CHHP also argues that even if the injunction was proper under Winter, the district court impermissibly infringed on the NLRB's authority. This argument misapprehends the purpose of § 10(j), which is “ ‘to preserve the [NLRB's] remedial power while it processes the charge.’ ” McDermott, 593 F.3d at 957 (quoting Miller, 19 F.3d at 459–60). The § 10(j) scheme responds to the delay inherent in the NLRB's processes; under § 10(j), the NLRB can petition the courts for an injunction so that it can decide the issue in due course without allowing the unfair labor practice to reach fruition. That is exactly what the Board did here; thus it is illogical to suggest that the grant of an injunction in the circumstances contemplated by the statute infringes on the NLRB's authority as delineated by that statute. Rather, CHHP's argument is, in essence, an implicit attack on the legality of § 10(j), which has been a fundamental part of our labor law for over 60 years and has been regularly applied by the courts throughout that entire period. We reject this argument as clearly contrary to well established law.
CHHP seeks to distinguish this case from others where preliminary injunctions were granted because, CHHP argues, this case involves a “complicated” employee headcount issue. CHHP argues that representational issues should be resolved by the NLRB, not the courts, citing to Hotel Employees, Restaurant Employees Union, Local 2 v. Marriott Corp., 961 F.2d 1464, 1468 (9th Cir.1992). First, the headcount in this case is not complicated, and to the extent it appears so, it is only due to CHHP's obfuscation of the basis for its employee counts. Moreover, even if this were a complicated issue, the district court's decision is guided by the four Winter factors; we reject CHHP's attempt to add in a fifth factor: complexity of the issues.

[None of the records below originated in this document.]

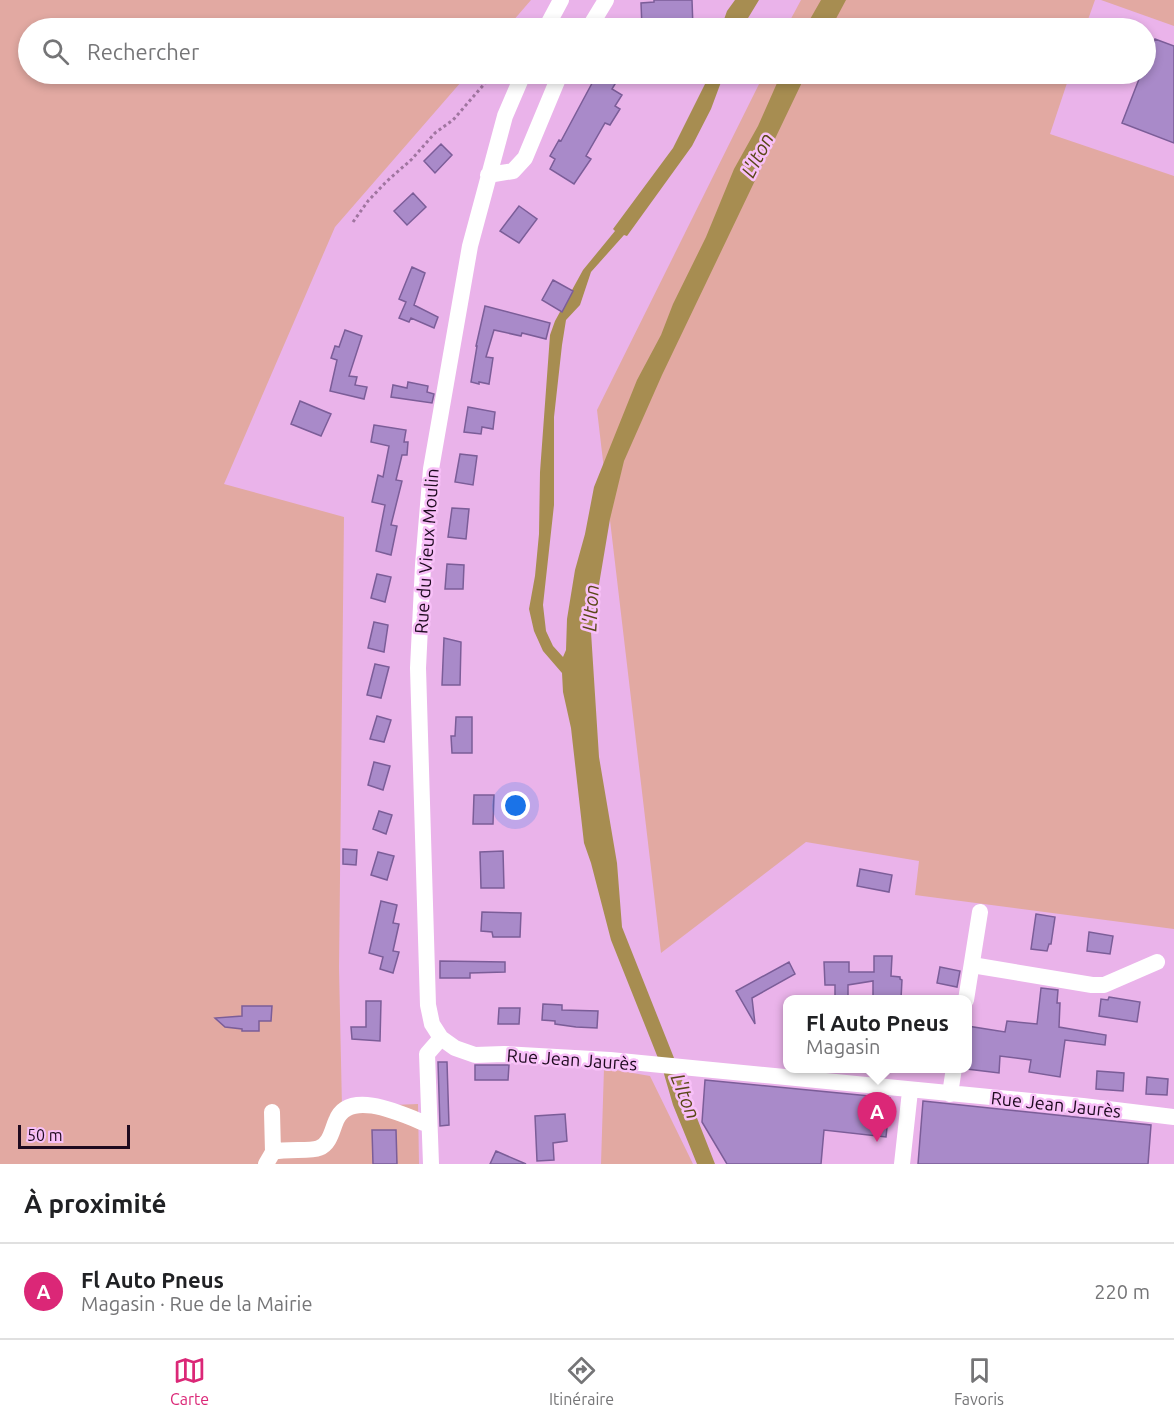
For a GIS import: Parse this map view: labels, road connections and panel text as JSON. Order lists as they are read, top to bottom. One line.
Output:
{"streets":{"street":["Rue du Vieux Moulin","Rue Jean Jaurès"]},"crossings":[["Rue du Vieux Moulin","Rue Jean Jaurès"]],"water":["L'Iton"],"scale_bar":"50 m","page":{"search":"Rechercher","popup":["Fl Auto Pneus","Magasin"],"pins":"A","scale":"50 m","heading":"À proximité","list":[{"mark":"A","name":"Fl Auto Pneus","note":"Magasin · Rue de la Mairie","value":"220 m"}],"nav":["Carte","Itinéraire","Favoris"]}}
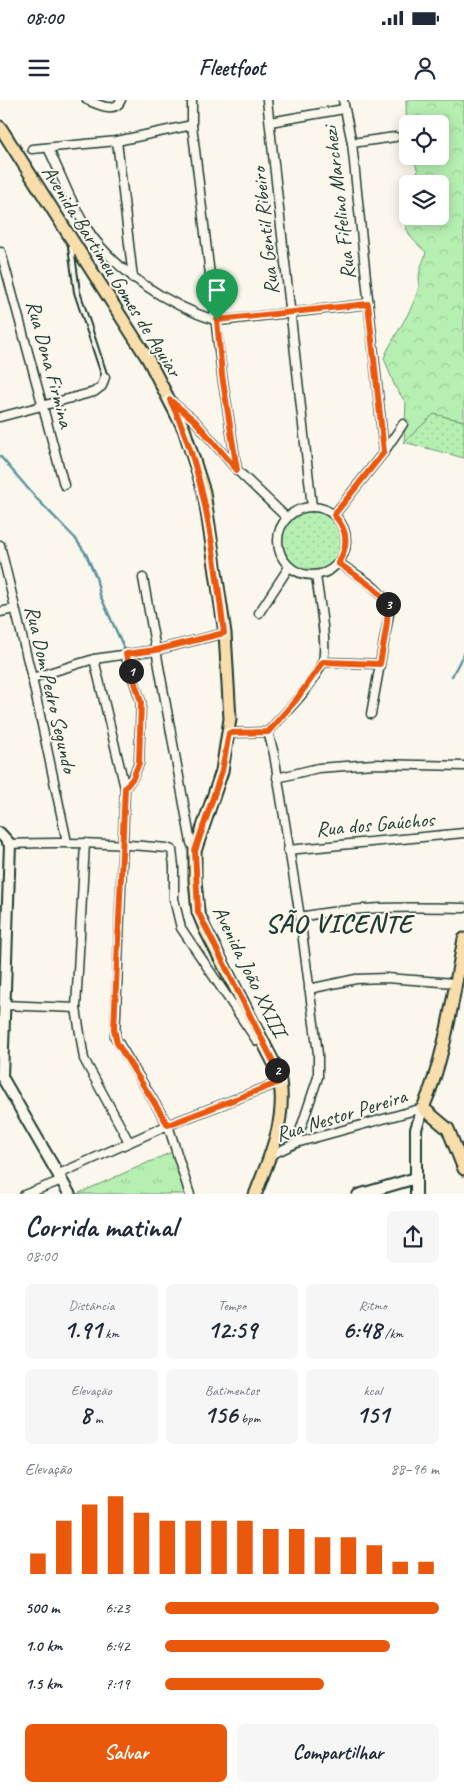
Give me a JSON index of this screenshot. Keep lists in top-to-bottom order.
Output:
{
  "streets": {
    "main road": ["Avenida Bartimeu Gomes de Aguiar", "Avenida João XXIII"],
    "street": [
      "Rua Fifelino Marchezi",
      "Rua Gentil Ribeiro",
      "Rua Dona Firmina",
      "Rua Dom Pedro Segundo",
      "Rua dos Gaúchos",
      "Rua Nestor Pereira"
    ]
  },
  "crossings": [
    ["Avenida Bartimeu Gomes de Aguiar", "Avenida João XXIII"],
    ["Avenida João XXIII", "Rua Nestor Pereira"]
  ],
  "districts": ["SÃO VICENTE"],
  "page": {
    "status": "08:00",
    "header": "Fleetfoot",
    "pins": ["3", "1", "2"],
    "heading": ["Corrida matinal", "08:00"],
    "stats": [
      ["Distância", "1.91 km"],
      ["Tempo", "12:59"],
      ["Ritmo", "6:48 /km"],
      ["Elevação", "8 m"],
      ["Batimentos", "156 bpm"],
      ["kcal", "151"]
    ],
    "chart": ["Elevação", "88–96 m"],
    "list": [
      {
        "name": "500 m",
        "note": "6:23"
      },
      {
        "name": "1.0 km",
        "note": "6:42"
      },
      {
        "name": "1.5 km",
        "note": "7:19"
      }
    ],
    "buttons": ["Salvar", "Compartilhar"]
  }
}
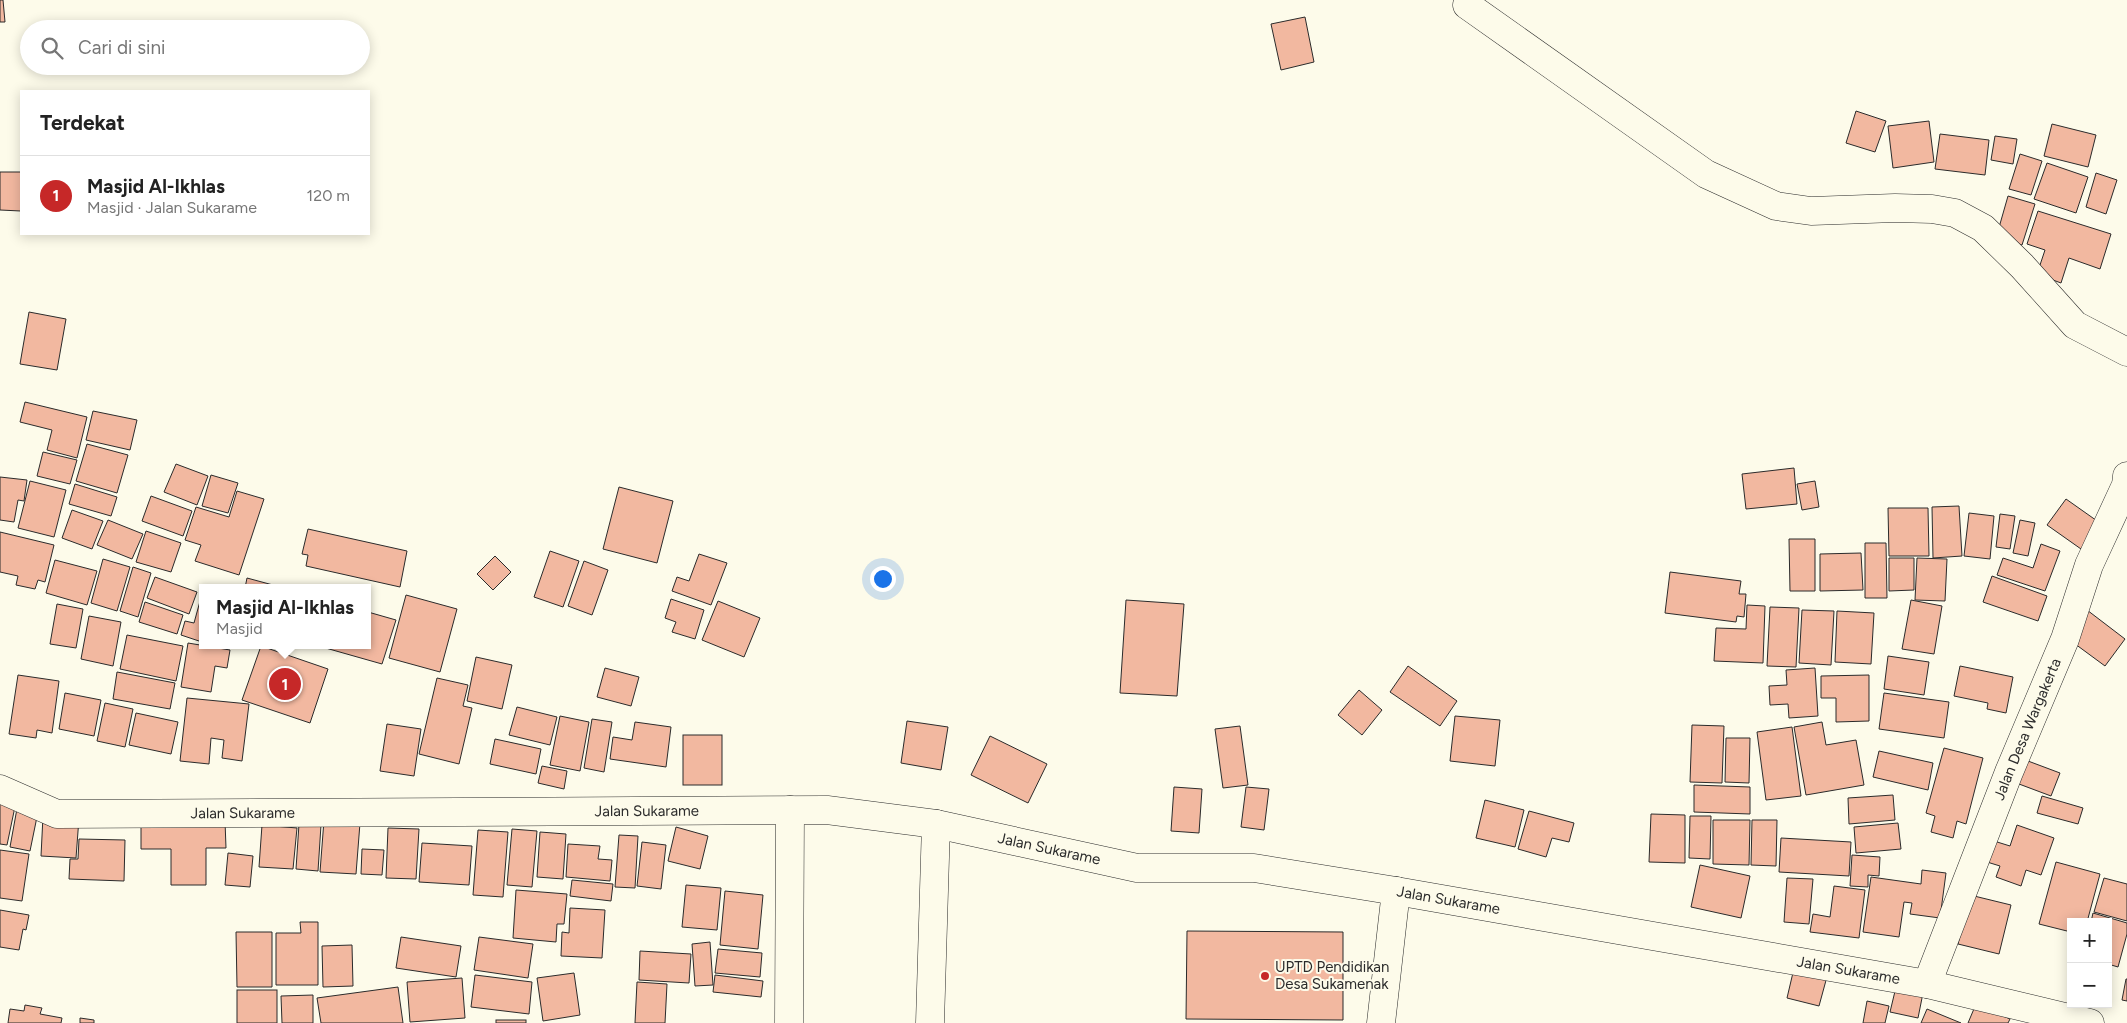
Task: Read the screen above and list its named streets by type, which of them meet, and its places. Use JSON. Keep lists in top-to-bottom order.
{
  "streets": {
    "street": ["Jalan Desa Wargakerta", "Jalan Sukarame"]
  },
  "crossings": [
    ["Jalan Desa Wargakerta", "Jalan Sukarame"]
  ],
  "places": ["UPTD Pendidikan Desa Sukamenak"],
  "page": {
    "search": "Cari di sini",
    "heading": "Terdekat",
    "list": [
      {
        "mark": "1",
        "name": "Masjid Al-Ikhlas",
        "note": "Masjid · Jalan Sukarame",
        "value": "120 m"
      }
    ],
    "popup": ["Masjid Al-Ikhlas", "Masjid"],
    "pins": "1",
    "map_buttons": ["+", "−"]
  }
}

Second, while Marriott did discuss the NLRB's primary jurisdiction over representational issues, it did not deal with successorship issues of the kind we confront here. Successorship issues are not representational issues in the sense Marriott discussed. In Marriott and what are called “R” cases, the focus of inquiry is the certification or decertification decision. In successorship cases, on the other hand, the question is not whether the union actually is the choice of a majority but whether it continues to enjoy incumbent status, such that the obligation to bargain continues unless the union is decertified.
Third, Marriott was not a § 10(j) case. The purpose of a § 10(j) injunction is not to decide the issue and remove it from the NLRB's jurisdiction, but rather “ ‘to preserve the [NLRB's] remedial power while it processes the charge.’ ” McDermott, 593 F.3d at 957 (quoting Miller, 19 F.3d at 459–60); see also Levine, 465 F.Supp. at 691 (“By seeking temporary injunctive relief, the Board does not surrender its authority to determine the merits of the charges filed.”). The district court's injunction preserves rather than impinges upon the NLRB's authority.
Finally, CHHP argues that the scope of the injunction impinged on the NLRB's authority because the district court ordered CHHP to embody any agreement in writing.24 In essence, CHHP argues that the district court ordered relief which should only be ordered by the NLRB. But, we recently rejected that exact argument, finding that “in most bad-faith bargaining cases, a § 10(j) remedy will be identical, or at least very similar, to the Board's final order.” Frankl, 650 F.3d at 1366.25
The district court did not abuse its discretion in granting the preliminary injunction; moreover, it did not impermissibly infringe on the NLRB's authority. Accordingly, the district court's order is AFFIRMED.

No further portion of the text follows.